• Task item: Scan the entries for the word "Налево" and return every line that has it.

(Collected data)
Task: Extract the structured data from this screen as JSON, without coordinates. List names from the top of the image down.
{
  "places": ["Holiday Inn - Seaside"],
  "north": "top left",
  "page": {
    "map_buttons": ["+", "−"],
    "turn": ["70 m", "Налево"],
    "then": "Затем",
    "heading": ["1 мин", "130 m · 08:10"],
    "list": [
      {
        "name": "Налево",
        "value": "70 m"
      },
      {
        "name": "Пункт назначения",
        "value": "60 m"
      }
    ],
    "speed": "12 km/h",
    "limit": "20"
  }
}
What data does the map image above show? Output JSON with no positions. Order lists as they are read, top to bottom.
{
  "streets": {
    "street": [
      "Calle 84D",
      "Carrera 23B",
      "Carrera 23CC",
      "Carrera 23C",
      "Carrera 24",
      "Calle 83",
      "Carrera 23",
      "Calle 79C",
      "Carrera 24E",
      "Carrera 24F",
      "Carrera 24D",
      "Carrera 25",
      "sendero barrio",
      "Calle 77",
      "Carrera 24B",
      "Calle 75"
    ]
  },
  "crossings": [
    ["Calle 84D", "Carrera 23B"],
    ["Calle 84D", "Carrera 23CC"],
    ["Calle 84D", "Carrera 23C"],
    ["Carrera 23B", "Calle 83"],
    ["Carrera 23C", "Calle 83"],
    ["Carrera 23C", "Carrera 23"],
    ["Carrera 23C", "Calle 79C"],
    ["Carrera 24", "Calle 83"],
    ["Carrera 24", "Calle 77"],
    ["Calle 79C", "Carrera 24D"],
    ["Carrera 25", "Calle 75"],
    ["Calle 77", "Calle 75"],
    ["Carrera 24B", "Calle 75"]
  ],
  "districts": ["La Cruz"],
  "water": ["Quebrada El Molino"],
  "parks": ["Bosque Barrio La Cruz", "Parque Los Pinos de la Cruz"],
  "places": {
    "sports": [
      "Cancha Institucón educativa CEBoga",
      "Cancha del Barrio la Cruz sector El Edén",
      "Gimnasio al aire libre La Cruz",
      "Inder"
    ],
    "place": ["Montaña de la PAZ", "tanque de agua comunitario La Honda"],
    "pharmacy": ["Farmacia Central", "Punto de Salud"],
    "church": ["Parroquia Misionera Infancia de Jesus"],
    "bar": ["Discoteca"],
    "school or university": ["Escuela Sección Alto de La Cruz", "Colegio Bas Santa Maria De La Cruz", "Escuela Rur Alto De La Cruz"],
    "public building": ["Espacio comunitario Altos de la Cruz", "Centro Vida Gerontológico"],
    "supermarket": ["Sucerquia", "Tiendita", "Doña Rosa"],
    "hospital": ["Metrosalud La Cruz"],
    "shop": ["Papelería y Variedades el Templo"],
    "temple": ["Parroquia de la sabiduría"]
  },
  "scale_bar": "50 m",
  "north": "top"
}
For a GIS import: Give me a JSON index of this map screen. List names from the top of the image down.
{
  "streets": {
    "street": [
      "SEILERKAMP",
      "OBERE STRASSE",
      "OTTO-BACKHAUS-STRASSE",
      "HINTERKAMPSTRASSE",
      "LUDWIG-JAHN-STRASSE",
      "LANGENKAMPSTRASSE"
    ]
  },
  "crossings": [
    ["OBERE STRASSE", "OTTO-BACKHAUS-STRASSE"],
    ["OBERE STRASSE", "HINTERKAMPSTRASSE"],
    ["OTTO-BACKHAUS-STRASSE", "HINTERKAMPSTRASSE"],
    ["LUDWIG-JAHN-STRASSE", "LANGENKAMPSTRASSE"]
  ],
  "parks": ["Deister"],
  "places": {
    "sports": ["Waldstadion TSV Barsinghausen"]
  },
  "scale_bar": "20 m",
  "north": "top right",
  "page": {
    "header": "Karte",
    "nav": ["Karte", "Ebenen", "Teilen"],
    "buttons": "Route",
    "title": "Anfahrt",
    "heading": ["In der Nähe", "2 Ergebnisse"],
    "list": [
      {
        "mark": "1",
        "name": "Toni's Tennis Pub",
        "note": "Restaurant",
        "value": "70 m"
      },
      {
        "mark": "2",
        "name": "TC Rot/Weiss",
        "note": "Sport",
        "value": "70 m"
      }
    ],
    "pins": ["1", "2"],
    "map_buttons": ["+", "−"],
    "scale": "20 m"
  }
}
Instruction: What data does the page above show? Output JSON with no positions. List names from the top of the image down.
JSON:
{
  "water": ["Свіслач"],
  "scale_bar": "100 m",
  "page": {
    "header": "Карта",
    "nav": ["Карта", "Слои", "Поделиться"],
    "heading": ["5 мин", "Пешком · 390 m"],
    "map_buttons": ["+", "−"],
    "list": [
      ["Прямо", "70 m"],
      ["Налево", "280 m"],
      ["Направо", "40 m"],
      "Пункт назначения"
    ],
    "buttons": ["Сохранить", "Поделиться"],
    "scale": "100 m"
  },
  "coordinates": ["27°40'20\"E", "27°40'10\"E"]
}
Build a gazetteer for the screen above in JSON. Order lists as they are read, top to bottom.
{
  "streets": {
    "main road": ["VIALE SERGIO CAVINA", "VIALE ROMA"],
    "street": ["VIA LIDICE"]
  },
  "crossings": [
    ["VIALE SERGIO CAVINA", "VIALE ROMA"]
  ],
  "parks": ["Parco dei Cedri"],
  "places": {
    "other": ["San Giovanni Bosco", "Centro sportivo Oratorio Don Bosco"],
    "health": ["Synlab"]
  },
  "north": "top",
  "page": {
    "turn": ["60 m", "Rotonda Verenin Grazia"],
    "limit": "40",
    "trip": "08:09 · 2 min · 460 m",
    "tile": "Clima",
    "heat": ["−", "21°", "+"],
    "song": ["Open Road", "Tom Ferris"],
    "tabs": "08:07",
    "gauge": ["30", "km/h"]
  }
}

• Your response:
    "turn": ["70 m", "Налево"],
        "name": "Налево",
      ["Налево", "280 m"],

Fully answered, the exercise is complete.